Lors de son passage sur la RTN, le Médecin Colonel-Major Garba Hakimi, Ministre de la Santé et de l’Hygiène Publique, a exposé une feuille de route ambitieuse pour le secteur médical. Loin d’un simple état des lieux, son intervention a mis en lumière une mutation profonde : le passage d’une gestion de crise à une véritable souveraineté sanitaire. Cette stratégie repose sur trois piliers fondamentaux : la production locale de médicaments, l’indépendance technologique et l’accès aux soins de proximité.
Une mutation structurelle du système de santé nigérien
Depuis le mois d’août 2023, le ministère s’est engagé dans une refonte globale. L’objectif est clair : limiter la dépendance vis-à-vis de l’extérieur en renforçant les capacités internes du Niger. Cette transformation inclut une meilleure disponibilité des produits pharmaceutiques, une montée en gamme des prestations hospitalières et une intégration accrue de la médecine traditionnelle et de la prévention.

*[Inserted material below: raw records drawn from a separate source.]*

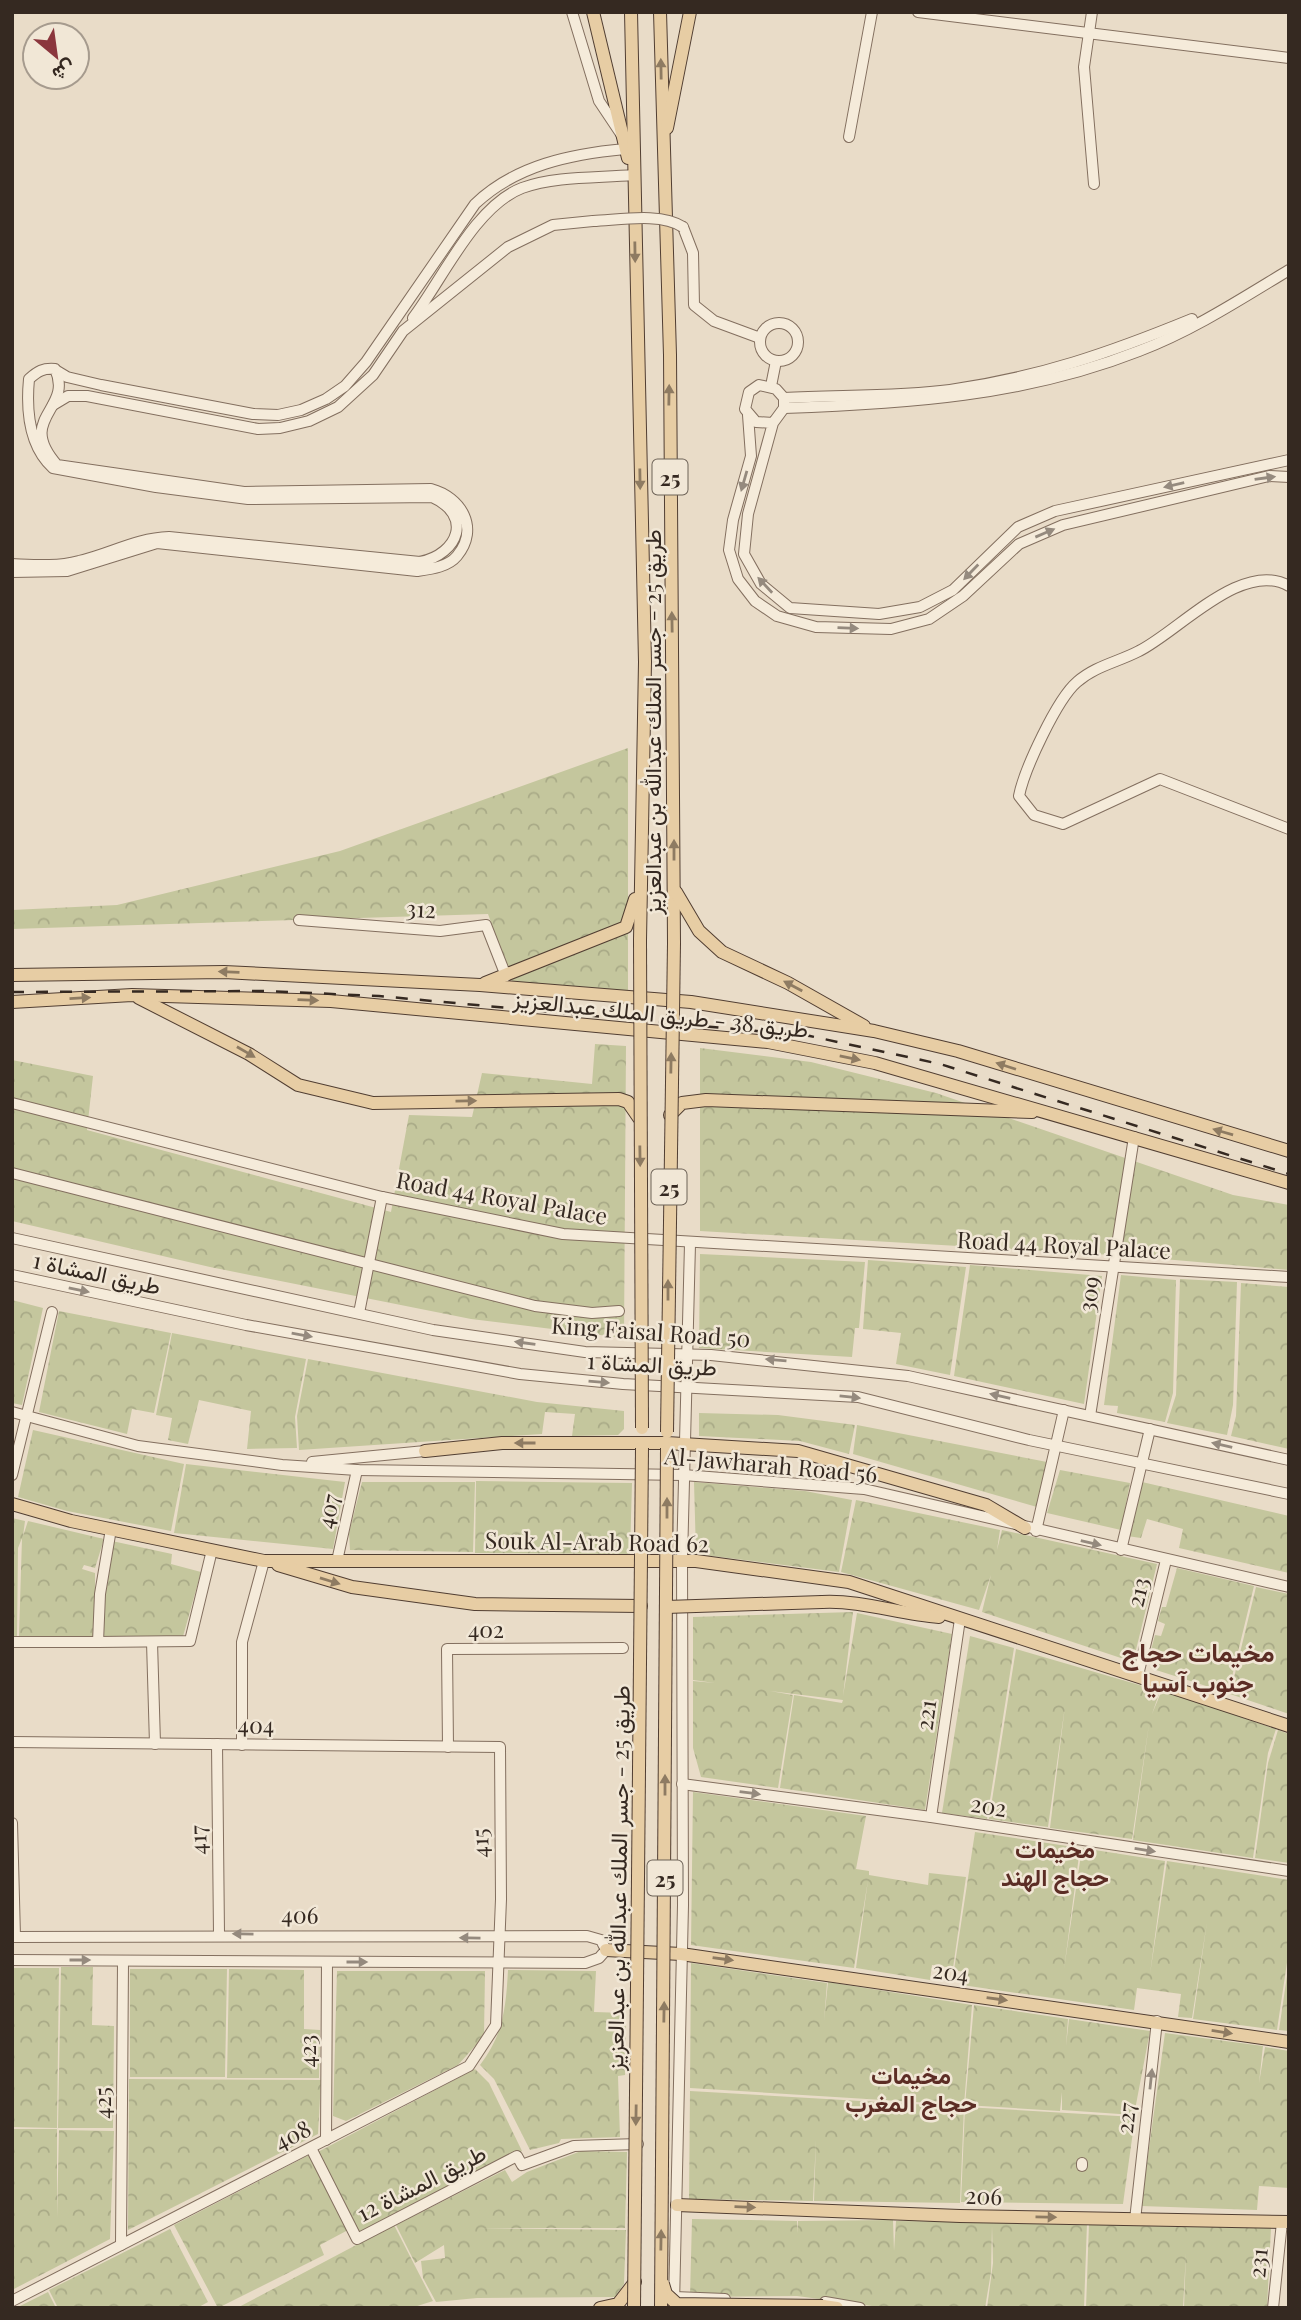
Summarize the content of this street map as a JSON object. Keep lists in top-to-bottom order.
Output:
{
  "streets": {
    "main road": [
      "25",
      "طريق 25 - جسر الملك عبدالله بن عبدالعزيز",
      "طريق 38 - طريق الملك عبدالعزيز",
      "Souk Al-Arab Road 62",
      "204",
      "206"
    ],
    "street": [
      "312",
      "Road 44 Royal Palace",
      "طريق المشاة 1",
      "309",
      "King Faisal Road 50",
      "Al-Jawharah Road 56",
      "407",
      "213",
      "402",
      "221",
      "404",
      "202",
      "417",
      "415",
      "406",
      "423",
      "425",
      "227",
      "408",
      "طريق المشاة 12",
      "231"
    ]
  },
  "crossings": [
    ["طريق 38 - طريق الملك عبدالعزيز", "309"],
    ["Road 44 Royal Palace", "309"],
    ["309", "King Faisal Road 50"],
    ["Al-Jawharah Road 56", "407"],
    ["Al-Jawharah Road 56", "213"],
    ["407", "Souk Al-Arab Road 62"],
    ["Souk Al-Arab Road 62", "213"],
    ["Souk Al-Arab Road 62", "221"],
    ["402", "404"],
    ["221", "202"],
    ["404", "417"],
    ["404", "415"],
    ["417", "406"],
    ["415", "406"],
    ["415", "408"],
    ["406", "204"],
    ["406", "423"],
    ["406", "425"],
    ["406", "408"],
    ["204", "227"],
    ["423", "408"],
    ["425", "408"],
    ["227", "206"],
    ["408", "طريق المشاة 12"],
    ["206", "231"]
  ],
  "one_way": [
    "King Faisal Road 50",
    "202",
    "204",
    "227"
  ],
  "districts": ["مخيمات حجاج جنوب آسيا", "مخيمات حجاج الهند", "مخيمات حجاج المغرب"],
  "north": "bottom right"
}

Modernisation du plateau technique et soins spécialisés
Le renforcement des infrastructures médicales constitue un axe majeur de cette politique. L’acquisition de technologies de pointe, telles que des IRM, des scanners 64 barrettes et des accélérateurs linéaires pour la radiothérapie, permet désormais de traiter des pathologies lourdes sur place.

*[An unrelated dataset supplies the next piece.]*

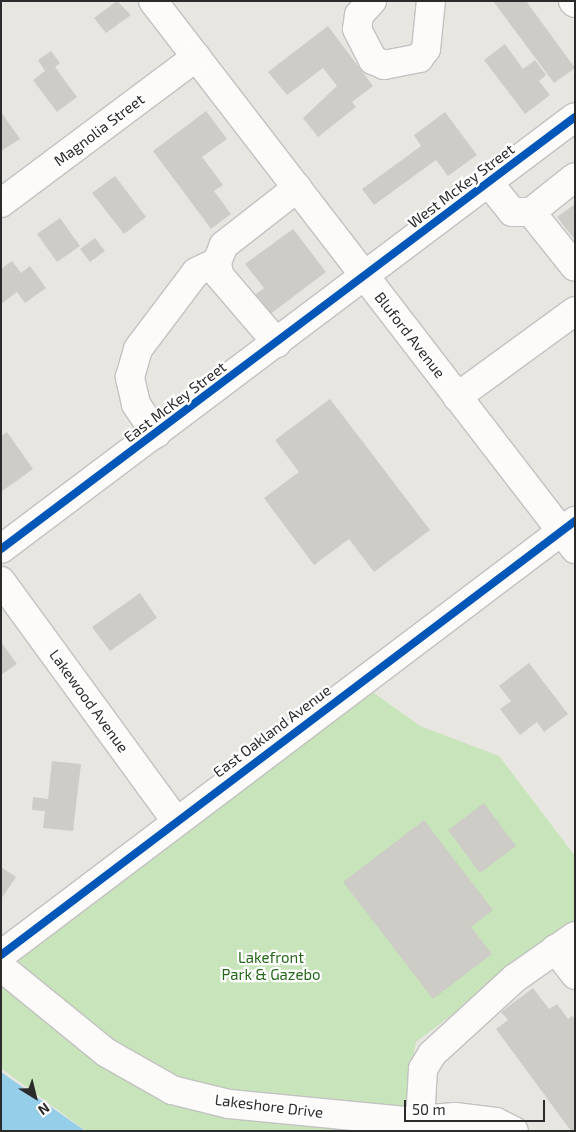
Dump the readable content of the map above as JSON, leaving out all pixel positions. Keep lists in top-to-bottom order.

- Oncologie : Le Niger assure désormais une prise en charge complète du cancer (chirurgie, chimiothérapie et radiothérapie), réduisant ainsi drastiquement le besoin d’évacuations sanitaires coûteuses.

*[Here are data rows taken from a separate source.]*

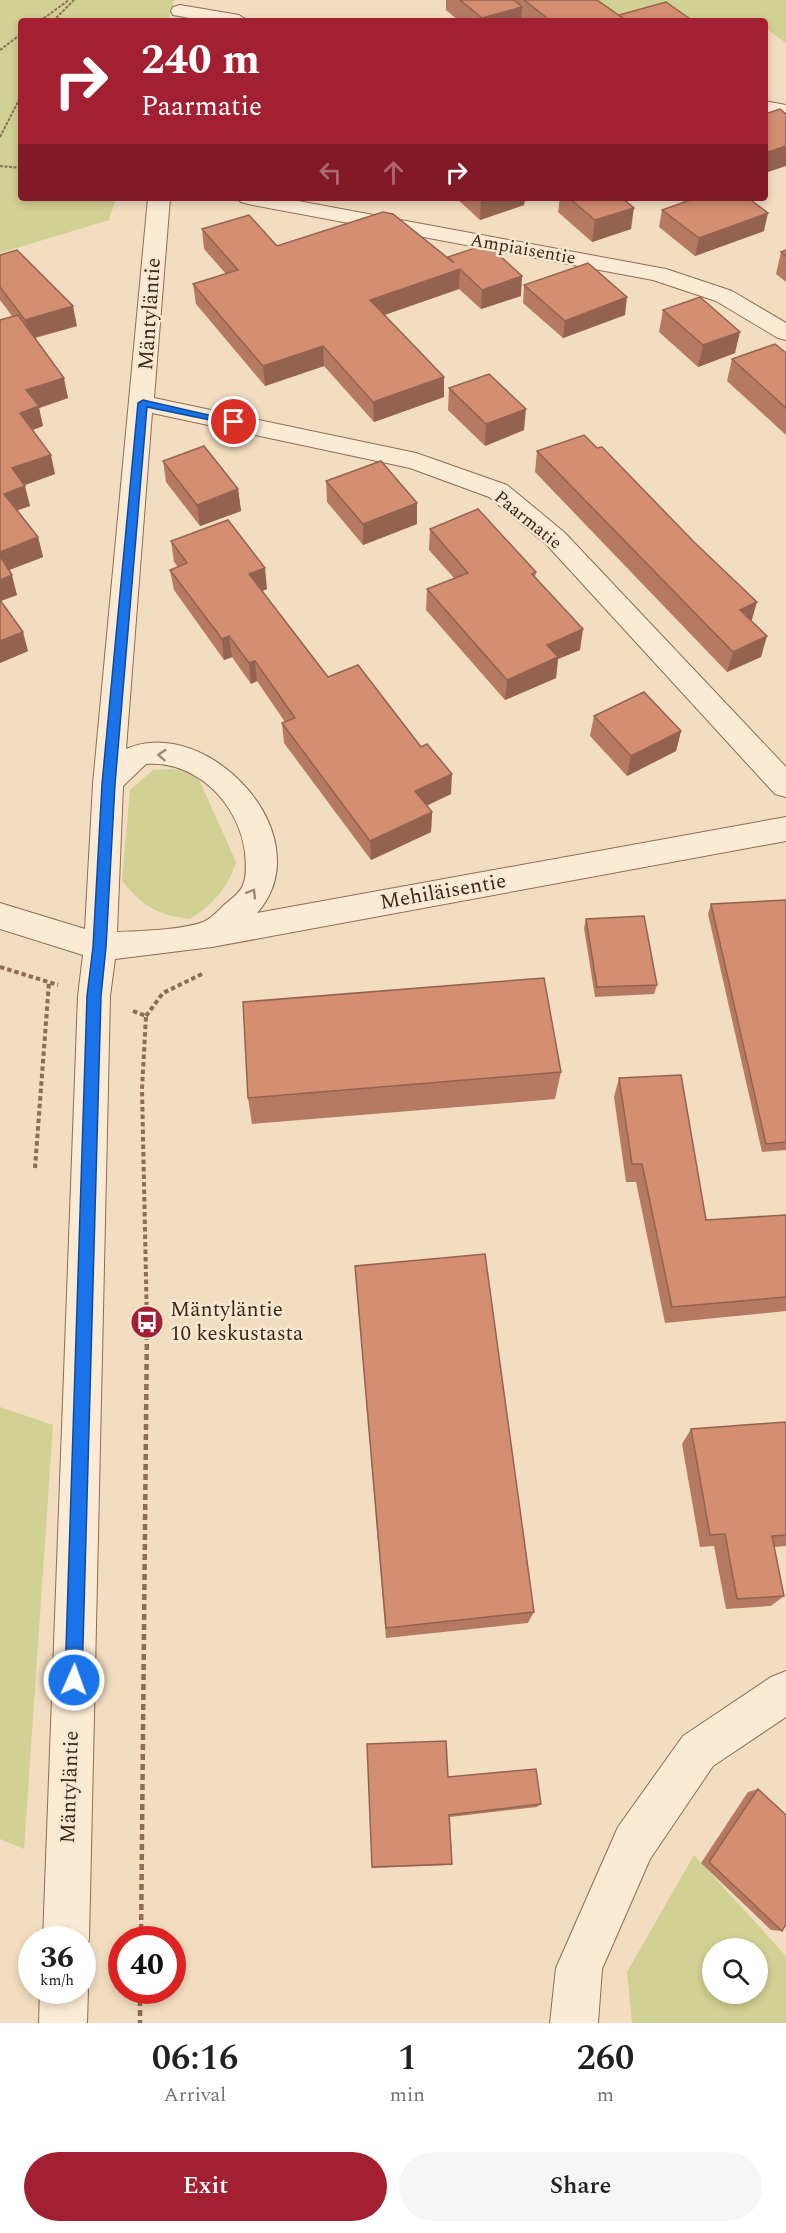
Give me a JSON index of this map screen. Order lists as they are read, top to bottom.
{
  "streets": {
    "street": [
      "Ampiaisentie",
      "Mäntyläntie",
      "Paarmatie",
      "Mehiläisentie"
    ]
  },
  "crossings": [
    ["Mäntyläntie", "Paarmatie"],
    ["Mäntyläntie", "Mehiläisentie"]
  ],
  "places": {
    "bus stop": ["Mäntyläntie 10 keskustasta"]
  },
  "page": {
    "turn": ["240 m", "Paarmatie"],
    "speed": "36 km/h",
    "limit": "40",
    "eta": [
      "06:16",
      "Arrival",
      "1",
      "min",
      "260",
      "m"
    ],
    "buttons": ["Exit", "Share"]
  }
}
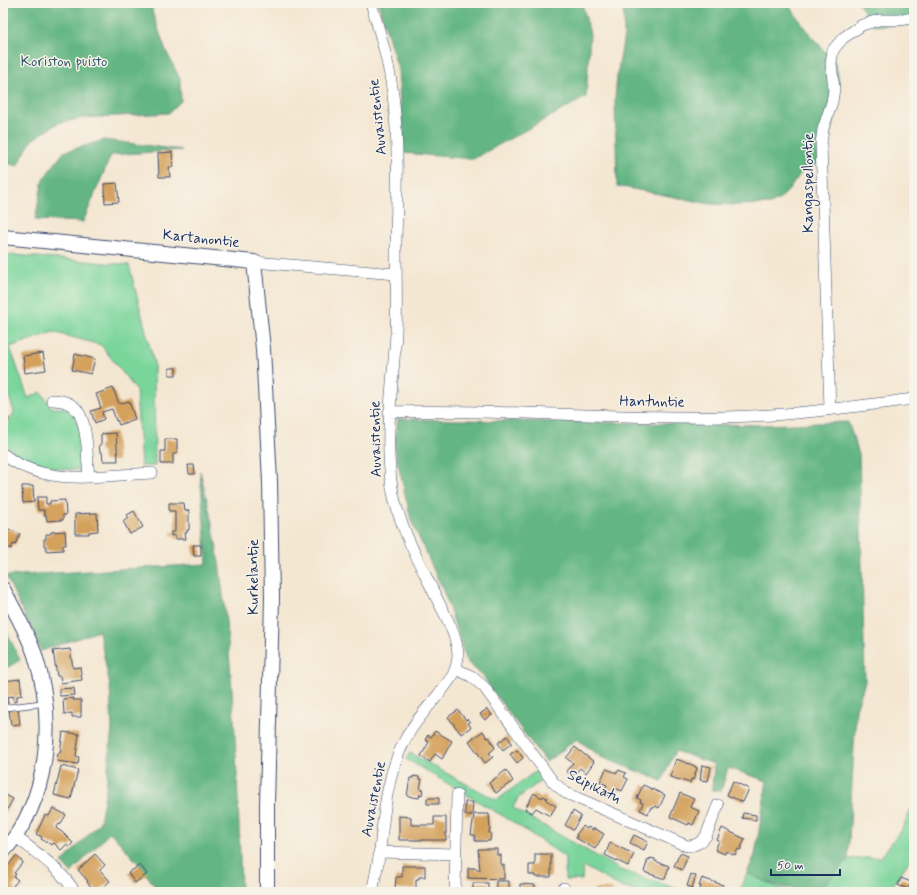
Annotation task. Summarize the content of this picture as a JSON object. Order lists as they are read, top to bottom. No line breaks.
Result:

- Cardiologie : La chirurgie cardiaque est maintenant pratiquée localement, avec des coûts divisés par cinq par rapport aux interventions à l’étranger.
Vers une indépendance pharmaceutique et industrielle
La souveraineté passe également par la maîtrise des intrants. Le ministre Garba Hakimi encourage la fabrication locale de produits essentiels, notamment le sérum. Grâce aux réformes de l’Office national d’approvisionnement (ONPPC), l’accès aux médicaments vitaux s’est nettement amélioré.
Par ailleurs, l’implantation d’unités de production d’oxygène médical à travers tout le pays garantit une autonomie précieuse et un accès gratuit à cette ressource indispensable dans les structures de soins.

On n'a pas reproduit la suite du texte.